Records excerpted from a collection:
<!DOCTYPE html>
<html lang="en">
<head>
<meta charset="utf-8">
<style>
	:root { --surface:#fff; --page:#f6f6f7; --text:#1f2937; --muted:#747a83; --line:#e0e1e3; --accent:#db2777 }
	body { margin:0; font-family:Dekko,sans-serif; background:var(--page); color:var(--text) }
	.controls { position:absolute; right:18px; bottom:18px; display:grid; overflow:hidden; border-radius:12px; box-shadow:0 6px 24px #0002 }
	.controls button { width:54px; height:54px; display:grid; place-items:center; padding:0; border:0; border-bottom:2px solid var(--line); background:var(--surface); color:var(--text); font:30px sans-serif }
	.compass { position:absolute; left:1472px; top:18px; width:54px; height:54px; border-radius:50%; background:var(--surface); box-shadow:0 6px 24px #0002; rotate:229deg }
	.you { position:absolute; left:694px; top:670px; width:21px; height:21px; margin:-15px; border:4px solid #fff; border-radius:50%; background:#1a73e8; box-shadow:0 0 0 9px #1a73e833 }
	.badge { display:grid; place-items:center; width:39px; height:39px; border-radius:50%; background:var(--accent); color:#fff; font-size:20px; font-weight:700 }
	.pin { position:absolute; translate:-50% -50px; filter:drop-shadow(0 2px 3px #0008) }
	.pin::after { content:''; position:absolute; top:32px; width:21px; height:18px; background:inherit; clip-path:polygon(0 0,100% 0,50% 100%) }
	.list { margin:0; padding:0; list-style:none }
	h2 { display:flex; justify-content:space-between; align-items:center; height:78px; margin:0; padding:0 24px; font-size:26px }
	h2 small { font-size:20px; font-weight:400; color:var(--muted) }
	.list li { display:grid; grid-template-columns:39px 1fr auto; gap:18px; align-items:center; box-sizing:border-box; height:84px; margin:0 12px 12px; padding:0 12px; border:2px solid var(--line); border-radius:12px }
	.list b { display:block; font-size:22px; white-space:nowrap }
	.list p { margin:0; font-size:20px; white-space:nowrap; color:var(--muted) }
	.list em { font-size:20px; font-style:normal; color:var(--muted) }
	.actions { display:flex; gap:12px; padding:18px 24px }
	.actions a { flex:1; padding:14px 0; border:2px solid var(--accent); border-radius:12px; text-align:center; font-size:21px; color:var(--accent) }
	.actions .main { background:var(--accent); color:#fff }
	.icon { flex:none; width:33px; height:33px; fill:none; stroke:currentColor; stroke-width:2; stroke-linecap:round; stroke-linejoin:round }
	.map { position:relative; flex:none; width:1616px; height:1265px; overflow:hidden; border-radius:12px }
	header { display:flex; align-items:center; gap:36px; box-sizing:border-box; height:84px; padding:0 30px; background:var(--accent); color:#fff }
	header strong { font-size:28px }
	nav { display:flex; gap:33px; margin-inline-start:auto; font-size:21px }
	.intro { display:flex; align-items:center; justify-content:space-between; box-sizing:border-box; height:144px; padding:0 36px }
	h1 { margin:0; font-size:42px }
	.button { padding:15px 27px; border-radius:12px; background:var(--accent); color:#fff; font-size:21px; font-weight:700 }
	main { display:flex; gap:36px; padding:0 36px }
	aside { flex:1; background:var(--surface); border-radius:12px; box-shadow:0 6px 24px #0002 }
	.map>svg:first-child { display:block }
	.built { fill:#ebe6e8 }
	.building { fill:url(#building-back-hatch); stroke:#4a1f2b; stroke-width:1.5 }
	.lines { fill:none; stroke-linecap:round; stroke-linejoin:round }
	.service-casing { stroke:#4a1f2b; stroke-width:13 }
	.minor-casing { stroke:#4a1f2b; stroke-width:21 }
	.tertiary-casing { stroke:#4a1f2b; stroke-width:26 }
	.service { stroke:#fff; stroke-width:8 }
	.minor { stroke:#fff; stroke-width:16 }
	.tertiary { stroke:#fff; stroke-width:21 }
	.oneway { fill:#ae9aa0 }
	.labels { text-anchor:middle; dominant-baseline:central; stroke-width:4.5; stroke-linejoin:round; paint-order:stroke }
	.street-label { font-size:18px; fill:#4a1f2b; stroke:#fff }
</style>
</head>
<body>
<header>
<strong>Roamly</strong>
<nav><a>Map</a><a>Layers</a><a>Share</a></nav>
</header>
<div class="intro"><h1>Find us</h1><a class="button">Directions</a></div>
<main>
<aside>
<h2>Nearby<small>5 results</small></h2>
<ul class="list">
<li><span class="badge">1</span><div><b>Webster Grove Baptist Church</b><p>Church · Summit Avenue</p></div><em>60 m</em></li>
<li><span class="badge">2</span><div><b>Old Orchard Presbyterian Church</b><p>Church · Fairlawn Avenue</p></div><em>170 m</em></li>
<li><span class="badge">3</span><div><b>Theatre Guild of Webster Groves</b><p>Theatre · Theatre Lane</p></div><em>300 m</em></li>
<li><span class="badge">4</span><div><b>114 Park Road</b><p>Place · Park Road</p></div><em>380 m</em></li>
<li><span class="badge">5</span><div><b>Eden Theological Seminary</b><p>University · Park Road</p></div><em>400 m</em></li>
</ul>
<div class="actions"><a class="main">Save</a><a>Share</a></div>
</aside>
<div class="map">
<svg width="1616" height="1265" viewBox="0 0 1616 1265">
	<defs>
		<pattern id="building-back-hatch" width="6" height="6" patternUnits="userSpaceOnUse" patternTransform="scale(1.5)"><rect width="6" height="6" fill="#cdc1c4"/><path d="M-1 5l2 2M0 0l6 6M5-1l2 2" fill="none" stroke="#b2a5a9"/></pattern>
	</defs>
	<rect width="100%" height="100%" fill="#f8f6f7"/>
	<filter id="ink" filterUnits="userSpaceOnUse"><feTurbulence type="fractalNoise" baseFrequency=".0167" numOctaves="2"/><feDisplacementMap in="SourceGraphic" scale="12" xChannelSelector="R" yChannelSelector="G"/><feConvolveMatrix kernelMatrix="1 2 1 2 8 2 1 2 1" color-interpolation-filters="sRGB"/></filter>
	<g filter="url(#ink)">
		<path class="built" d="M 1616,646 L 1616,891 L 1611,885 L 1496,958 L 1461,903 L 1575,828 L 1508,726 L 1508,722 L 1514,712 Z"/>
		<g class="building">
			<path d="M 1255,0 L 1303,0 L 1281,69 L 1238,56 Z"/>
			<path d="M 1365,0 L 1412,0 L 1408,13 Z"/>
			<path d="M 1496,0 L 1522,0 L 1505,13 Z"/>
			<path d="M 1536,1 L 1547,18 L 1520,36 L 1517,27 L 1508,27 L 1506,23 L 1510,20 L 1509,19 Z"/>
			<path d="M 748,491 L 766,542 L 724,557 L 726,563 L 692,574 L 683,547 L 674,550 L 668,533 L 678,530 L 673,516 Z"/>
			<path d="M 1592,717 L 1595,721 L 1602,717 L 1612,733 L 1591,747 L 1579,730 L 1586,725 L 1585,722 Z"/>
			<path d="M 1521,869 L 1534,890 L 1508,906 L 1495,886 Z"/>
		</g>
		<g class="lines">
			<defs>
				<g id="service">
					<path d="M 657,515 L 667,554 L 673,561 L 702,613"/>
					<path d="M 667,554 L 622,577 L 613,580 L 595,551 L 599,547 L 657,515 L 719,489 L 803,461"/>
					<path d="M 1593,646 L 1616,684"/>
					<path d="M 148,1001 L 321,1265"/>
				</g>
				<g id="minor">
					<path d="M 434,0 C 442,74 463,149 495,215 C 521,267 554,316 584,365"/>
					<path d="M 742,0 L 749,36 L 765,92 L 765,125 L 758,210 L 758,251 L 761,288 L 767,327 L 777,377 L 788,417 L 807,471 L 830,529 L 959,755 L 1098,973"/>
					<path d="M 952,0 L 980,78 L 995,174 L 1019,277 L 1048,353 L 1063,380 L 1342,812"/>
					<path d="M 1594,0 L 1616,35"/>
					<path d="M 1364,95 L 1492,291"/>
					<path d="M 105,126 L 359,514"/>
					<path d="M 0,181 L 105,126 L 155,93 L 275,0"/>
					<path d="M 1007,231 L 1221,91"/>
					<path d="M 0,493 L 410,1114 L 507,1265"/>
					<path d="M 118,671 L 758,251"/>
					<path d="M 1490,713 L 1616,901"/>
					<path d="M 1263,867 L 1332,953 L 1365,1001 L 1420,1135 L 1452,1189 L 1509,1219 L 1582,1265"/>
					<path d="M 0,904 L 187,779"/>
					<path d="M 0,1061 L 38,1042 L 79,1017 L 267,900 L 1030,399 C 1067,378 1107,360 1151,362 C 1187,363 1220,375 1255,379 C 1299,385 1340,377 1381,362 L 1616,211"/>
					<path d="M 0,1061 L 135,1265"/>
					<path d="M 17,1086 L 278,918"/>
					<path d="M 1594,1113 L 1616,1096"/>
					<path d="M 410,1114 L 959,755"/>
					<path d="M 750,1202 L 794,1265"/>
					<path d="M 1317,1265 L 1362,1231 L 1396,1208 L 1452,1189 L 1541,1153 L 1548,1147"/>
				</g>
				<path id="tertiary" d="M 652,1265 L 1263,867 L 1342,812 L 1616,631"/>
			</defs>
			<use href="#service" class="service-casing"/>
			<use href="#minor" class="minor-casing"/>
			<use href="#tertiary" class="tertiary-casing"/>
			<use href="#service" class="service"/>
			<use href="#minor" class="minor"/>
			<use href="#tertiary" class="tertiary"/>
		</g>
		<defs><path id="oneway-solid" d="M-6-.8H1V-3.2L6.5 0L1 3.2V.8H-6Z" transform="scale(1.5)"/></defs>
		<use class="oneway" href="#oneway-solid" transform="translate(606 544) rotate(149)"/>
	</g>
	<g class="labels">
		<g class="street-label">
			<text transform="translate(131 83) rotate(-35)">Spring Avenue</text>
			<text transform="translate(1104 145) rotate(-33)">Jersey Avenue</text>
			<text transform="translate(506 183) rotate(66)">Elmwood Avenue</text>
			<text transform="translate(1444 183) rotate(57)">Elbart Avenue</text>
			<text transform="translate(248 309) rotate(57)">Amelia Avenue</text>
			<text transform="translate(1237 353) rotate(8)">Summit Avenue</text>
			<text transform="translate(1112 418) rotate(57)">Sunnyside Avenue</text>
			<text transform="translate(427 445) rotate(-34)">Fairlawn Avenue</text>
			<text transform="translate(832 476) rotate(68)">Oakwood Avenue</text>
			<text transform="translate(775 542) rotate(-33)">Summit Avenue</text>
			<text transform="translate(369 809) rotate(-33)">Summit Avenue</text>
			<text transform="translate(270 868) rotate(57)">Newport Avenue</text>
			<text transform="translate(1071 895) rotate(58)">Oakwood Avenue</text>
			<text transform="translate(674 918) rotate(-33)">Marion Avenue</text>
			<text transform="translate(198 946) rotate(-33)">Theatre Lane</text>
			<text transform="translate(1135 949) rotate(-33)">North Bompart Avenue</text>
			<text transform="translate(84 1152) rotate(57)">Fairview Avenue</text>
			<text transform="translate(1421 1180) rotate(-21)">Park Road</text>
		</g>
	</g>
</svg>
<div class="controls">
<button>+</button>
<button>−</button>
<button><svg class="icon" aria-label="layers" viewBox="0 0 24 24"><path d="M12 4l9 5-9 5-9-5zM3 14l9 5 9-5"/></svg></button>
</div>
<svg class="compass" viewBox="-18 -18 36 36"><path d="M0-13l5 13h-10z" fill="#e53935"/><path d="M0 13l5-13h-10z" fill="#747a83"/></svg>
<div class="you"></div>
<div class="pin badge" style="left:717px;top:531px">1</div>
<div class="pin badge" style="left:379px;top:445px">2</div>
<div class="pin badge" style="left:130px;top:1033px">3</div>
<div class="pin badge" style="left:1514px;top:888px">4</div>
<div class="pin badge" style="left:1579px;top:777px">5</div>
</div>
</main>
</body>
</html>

EXERCISE PROMPT: Work out how many lines of the records contain the word "controls", and give only that number.

ANSWER FOR THIS EXERCISE: 3